There are difficulties, however, with the two previous main approaches to such superdistribution: watermarked formats, and encrypted envelopes.
If the music is distributed unsecured in an open format, such as mp3, which contains an embedded DRM watermark, the supplier is dependent on every link in the chain being perfectly secure in order to enforce the DRM. Since the music is typically stored unencrypted, a hacker can still bypass the DRM and get a full-quality version of the song from the media player storage.
On the other hand, if the media are distributed in a proprietary, secure envelope format, very few media players will be able to play it without upgrading, etc. This “all or nothing” approach slows the adoption of the many proprietary secure media formats that have been developed over the years.
The approach of the present invention, accordingly, is designed to counter the weaknesses of these two prior approaches, by providing a secure container, implemented using open standards, which is nevertheless partially playable in an unsecured or unmodified environment.
Prior watermarking techniques typically embed human-perceptible or machine-readable information into a media stream, so that this embedded information is robust to the degradation and manipulation of the media. In the normal use scenario, a media producer will add a watermark to the media file in order to be able to track the following distribution of that file, and to discourage unauthorized use. Typical watermarking techniques rely on gross characteristics of the signal being preserved through common types of transformations applied to a media file.
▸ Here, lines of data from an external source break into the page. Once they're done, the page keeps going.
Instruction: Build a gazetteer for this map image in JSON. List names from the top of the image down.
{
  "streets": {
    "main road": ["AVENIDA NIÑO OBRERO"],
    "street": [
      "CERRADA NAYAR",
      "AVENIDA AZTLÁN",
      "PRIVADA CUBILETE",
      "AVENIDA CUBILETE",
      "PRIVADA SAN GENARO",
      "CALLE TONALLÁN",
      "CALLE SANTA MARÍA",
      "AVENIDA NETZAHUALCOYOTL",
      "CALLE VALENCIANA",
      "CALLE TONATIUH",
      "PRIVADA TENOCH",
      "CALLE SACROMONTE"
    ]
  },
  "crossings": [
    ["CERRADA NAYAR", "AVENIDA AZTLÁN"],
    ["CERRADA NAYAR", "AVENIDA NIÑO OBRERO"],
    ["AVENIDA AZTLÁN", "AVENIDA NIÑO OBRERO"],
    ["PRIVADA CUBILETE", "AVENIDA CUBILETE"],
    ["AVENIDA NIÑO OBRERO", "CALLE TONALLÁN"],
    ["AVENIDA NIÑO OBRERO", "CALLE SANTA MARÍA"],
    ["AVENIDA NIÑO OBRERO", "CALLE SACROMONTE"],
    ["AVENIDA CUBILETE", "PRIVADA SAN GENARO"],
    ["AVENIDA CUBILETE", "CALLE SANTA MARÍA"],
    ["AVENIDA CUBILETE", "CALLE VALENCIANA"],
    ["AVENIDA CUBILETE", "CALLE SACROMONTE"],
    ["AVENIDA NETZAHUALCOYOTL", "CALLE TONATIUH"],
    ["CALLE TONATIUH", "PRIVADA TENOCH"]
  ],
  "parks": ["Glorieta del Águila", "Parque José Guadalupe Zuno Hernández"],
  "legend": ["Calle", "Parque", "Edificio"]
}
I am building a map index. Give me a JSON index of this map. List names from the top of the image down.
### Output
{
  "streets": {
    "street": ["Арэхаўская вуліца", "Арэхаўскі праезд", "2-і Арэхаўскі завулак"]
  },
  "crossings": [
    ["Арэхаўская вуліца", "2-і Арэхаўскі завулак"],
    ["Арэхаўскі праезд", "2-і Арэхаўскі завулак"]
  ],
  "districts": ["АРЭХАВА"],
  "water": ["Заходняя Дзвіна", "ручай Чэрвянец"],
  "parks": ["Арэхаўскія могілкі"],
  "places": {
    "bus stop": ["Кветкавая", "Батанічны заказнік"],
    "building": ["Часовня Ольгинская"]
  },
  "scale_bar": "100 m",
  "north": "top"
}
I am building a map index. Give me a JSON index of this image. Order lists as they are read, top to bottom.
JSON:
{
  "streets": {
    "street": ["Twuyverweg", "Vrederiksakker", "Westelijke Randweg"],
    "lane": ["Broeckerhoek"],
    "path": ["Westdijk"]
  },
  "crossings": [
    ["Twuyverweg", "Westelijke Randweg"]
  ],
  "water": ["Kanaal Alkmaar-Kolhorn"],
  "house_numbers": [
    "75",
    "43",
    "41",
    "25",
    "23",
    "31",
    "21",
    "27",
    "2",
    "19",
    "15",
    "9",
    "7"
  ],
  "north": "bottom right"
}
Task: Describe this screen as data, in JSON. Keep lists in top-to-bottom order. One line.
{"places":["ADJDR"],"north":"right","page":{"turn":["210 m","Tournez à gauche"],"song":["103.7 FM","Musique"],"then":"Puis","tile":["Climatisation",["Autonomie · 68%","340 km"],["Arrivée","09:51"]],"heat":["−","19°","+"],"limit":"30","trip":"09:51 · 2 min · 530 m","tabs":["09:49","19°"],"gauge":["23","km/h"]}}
Unlike the system of the present invention, however, they are explicitly designed not to be reversible, and, indeed, greatly degrade the quality of the file if they should be removed.
A survey of techniques for multimedia data labeling, and particularly for copyright labeling using watermark is presented by Langelaar, G. C. et al. in “Copy Protection For Multimedia Data based on Labeling Techniques”(http://www-it.et.tudelft.nl/html/research/smash/public/benlx96/benelux_cr.html).
The earlier cited Langelaar et al publication, in turn, references and discusses the following additional prior art publications:
An additional article by Langelaar also discloses earlier labeling of MPEG compressed video formats:
These Zhao and Koch, Boland et al and Langelaar et al disclosures, while teaching encoding technique approaches having partial similitude to components of the techniques employed by the present invention, as will now be more fully explained, are not, however, either anticipatory of, or actually adapted for providing for the removal of such data at a later date, without drastically impairing the quality of the media and the usability thereof.
Considering, first, the approach of Zhao and Koch, above-referenced, they embed a signal in an image by using JPEG-based techniques. ([JPEG] Digital Compression and Coding of Continuous-tone Still Images, Part 1: Requirements and guidelines, ISO/IEC DIS 10918-1. They first encode a signal in the ordering of the size of three coefficients, chosen from the middle frequency range of the coefficients in an 8-block or octet DCT. They divide eight permutations of the ordering relationship among these three coefficients into three groups: one encoding a ‘1’ bit (HML, MHL, and HHL), one encoding a ‘0’ bit (MLH, LMH, and LLH), and a third group encoding “no data” (HLM, LHM, and MMM). They have also extended this technique to the watermarking of video data. While their technique is robust and resilent to modifications, they do not, however, provide for the removal of such data. As will later more fully be explained, this is a disadvantage overcome by the present invention.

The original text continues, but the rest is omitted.